YOUR INSTRUCTIONS: Transcribe the records exactly from the line with "m</b>Avenida Santa Rosa</div></div>" to the end, both included.

Stored items:

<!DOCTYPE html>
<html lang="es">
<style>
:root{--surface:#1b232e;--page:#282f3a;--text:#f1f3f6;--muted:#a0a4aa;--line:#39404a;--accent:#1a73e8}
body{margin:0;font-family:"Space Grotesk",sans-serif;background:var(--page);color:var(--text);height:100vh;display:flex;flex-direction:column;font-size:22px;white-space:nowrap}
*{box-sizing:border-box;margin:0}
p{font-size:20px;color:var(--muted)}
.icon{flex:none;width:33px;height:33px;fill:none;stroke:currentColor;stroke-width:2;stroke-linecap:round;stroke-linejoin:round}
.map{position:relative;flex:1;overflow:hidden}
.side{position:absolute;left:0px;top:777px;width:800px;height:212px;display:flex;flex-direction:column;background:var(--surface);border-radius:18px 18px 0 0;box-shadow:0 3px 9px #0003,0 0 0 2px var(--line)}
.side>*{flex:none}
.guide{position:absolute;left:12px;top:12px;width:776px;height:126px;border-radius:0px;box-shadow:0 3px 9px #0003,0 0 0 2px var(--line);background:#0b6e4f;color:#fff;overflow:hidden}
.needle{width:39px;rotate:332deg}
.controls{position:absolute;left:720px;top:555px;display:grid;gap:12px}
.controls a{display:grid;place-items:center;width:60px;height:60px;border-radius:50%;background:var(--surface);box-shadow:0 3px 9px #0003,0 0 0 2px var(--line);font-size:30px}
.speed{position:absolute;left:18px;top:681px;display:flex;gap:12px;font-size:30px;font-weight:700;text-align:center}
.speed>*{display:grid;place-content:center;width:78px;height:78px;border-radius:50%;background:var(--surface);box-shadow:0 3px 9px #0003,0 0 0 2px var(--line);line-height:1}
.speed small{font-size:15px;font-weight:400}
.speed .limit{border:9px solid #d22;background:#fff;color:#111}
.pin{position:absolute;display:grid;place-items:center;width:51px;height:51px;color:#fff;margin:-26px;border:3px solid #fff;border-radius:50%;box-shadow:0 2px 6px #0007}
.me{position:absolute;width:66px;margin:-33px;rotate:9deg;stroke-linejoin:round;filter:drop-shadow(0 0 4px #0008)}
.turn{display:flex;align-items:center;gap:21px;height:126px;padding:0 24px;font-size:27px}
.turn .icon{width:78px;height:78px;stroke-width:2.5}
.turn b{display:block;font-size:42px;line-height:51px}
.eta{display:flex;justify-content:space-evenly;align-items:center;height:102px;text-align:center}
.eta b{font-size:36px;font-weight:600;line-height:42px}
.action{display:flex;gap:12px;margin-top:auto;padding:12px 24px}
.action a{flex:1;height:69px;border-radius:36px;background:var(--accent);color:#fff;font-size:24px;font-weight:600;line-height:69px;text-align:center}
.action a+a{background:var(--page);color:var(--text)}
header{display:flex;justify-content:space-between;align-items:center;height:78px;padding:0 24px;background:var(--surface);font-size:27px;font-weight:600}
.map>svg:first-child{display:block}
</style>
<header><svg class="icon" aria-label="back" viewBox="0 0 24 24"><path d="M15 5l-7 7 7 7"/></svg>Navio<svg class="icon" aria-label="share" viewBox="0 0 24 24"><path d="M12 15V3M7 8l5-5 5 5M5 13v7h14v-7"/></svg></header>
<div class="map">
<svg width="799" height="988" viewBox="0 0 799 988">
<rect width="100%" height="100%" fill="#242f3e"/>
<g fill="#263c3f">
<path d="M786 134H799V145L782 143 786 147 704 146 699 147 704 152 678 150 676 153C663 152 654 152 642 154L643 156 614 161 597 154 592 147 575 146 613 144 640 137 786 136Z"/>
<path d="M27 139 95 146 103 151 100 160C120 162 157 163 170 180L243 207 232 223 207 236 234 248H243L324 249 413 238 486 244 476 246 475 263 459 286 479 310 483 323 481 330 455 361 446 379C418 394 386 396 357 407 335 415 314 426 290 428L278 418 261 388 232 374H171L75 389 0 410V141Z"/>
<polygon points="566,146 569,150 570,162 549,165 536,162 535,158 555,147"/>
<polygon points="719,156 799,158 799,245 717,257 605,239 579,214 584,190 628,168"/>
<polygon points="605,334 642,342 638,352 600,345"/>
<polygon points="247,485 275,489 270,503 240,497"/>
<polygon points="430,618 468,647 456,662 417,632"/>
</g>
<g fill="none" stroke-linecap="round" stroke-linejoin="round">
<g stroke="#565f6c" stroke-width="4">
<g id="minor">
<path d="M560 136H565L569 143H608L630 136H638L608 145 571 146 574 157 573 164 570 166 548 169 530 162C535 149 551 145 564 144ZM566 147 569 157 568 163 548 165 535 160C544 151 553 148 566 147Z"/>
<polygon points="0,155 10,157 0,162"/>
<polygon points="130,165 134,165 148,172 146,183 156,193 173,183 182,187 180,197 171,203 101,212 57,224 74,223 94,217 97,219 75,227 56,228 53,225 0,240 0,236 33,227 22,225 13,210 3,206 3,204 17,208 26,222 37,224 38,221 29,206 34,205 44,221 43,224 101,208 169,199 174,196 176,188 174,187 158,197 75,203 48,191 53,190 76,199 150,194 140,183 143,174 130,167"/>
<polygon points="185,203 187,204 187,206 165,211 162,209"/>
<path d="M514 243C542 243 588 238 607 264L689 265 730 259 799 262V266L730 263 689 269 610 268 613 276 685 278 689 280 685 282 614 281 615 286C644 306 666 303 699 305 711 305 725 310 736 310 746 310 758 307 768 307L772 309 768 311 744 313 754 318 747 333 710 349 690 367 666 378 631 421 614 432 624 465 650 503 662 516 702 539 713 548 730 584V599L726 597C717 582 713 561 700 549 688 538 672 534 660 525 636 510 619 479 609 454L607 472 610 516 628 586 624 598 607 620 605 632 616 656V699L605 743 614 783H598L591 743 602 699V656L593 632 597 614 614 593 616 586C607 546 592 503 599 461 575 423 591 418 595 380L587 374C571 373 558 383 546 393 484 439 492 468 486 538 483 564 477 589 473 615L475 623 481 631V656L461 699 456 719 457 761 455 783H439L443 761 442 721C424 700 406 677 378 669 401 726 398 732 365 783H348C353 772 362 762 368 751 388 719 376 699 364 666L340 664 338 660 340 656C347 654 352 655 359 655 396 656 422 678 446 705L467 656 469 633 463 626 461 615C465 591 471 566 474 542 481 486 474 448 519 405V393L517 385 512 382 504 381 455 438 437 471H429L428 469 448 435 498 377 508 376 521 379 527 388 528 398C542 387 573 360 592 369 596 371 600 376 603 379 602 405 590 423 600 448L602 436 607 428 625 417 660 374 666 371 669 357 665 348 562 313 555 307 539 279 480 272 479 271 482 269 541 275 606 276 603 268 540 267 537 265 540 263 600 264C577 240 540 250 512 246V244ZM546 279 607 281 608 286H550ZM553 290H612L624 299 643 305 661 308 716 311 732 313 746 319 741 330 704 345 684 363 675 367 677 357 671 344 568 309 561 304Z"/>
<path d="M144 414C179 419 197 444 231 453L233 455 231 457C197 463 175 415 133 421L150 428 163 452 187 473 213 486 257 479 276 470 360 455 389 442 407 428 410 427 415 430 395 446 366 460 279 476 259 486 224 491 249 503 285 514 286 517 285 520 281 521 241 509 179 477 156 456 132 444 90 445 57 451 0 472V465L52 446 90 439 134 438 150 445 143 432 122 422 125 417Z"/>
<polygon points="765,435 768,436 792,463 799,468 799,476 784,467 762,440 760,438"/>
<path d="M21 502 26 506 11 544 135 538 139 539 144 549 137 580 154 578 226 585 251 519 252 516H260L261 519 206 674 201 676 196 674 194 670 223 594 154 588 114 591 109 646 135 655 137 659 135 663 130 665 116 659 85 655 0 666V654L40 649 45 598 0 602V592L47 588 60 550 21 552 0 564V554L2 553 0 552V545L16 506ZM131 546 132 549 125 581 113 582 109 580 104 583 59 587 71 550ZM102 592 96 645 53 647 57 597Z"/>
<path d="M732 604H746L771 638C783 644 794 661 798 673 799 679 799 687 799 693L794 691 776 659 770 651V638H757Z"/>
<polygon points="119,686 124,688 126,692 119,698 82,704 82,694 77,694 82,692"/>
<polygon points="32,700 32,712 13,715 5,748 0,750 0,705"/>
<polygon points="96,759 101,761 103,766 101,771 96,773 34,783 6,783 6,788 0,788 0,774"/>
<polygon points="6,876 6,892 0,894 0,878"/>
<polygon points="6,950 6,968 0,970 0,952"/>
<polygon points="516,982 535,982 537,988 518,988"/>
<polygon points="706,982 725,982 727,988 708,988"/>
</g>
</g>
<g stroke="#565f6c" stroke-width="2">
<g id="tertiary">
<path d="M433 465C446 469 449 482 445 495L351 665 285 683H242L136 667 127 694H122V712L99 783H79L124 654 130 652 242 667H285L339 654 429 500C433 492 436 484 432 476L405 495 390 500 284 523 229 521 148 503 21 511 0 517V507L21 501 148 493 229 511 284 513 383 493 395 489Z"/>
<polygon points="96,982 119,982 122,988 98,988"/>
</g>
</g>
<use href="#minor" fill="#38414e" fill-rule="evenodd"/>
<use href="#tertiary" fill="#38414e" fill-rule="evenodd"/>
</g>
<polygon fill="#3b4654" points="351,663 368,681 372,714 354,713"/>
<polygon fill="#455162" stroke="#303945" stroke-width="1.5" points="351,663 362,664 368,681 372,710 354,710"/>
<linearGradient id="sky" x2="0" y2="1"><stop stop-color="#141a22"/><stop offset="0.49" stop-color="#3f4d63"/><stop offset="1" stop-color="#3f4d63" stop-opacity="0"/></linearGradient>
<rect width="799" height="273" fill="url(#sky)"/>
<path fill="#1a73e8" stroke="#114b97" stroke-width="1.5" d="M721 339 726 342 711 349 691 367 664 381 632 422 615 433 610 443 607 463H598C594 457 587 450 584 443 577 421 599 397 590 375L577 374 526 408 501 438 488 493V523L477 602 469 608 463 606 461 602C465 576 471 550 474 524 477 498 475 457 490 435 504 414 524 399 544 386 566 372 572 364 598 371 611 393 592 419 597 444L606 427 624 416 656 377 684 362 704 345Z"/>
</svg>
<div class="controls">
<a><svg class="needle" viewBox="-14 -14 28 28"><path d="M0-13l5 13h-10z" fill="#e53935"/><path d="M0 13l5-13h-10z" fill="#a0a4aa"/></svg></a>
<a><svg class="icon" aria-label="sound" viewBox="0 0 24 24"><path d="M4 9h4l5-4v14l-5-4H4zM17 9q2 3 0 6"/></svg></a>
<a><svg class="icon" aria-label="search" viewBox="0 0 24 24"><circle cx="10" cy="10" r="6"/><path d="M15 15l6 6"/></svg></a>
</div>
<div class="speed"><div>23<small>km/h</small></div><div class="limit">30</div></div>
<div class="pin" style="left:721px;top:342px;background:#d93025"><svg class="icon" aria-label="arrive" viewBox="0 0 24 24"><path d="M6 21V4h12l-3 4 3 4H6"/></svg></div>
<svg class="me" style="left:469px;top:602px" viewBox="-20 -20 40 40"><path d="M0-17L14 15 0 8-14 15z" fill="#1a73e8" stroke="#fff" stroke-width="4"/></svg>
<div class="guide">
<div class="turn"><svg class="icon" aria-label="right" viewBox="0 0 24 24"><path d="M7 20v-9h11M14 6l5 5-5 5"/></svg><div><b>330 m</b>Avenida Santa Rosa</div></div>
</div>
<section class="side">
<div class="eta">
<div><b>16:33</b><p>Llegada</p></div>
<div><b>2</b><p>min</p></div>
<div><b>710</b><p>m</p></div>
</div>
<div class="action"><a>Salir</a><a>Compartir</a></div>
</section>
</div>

EXERCISE SOLUTION:
<div class="turn"><svg class="icon" aria-label="right" viewBox="0 0 24 24"><path d="M7 20v-9h11M14 6l5 5-5 5"/></svg><div><b>330 m</b>Avenida Santa Rosa</div></div>
</div>
<section class="side">
<div class="eta">
<div><b>16:33</b><p>Llegada</p></div>
<div><b>2</b><p>min</p></div>
<div><b>710</b><p>m</p></div>
</div>
<div class="action"><a>Salir</a><a>Compartir</a></div>
</section>
</div>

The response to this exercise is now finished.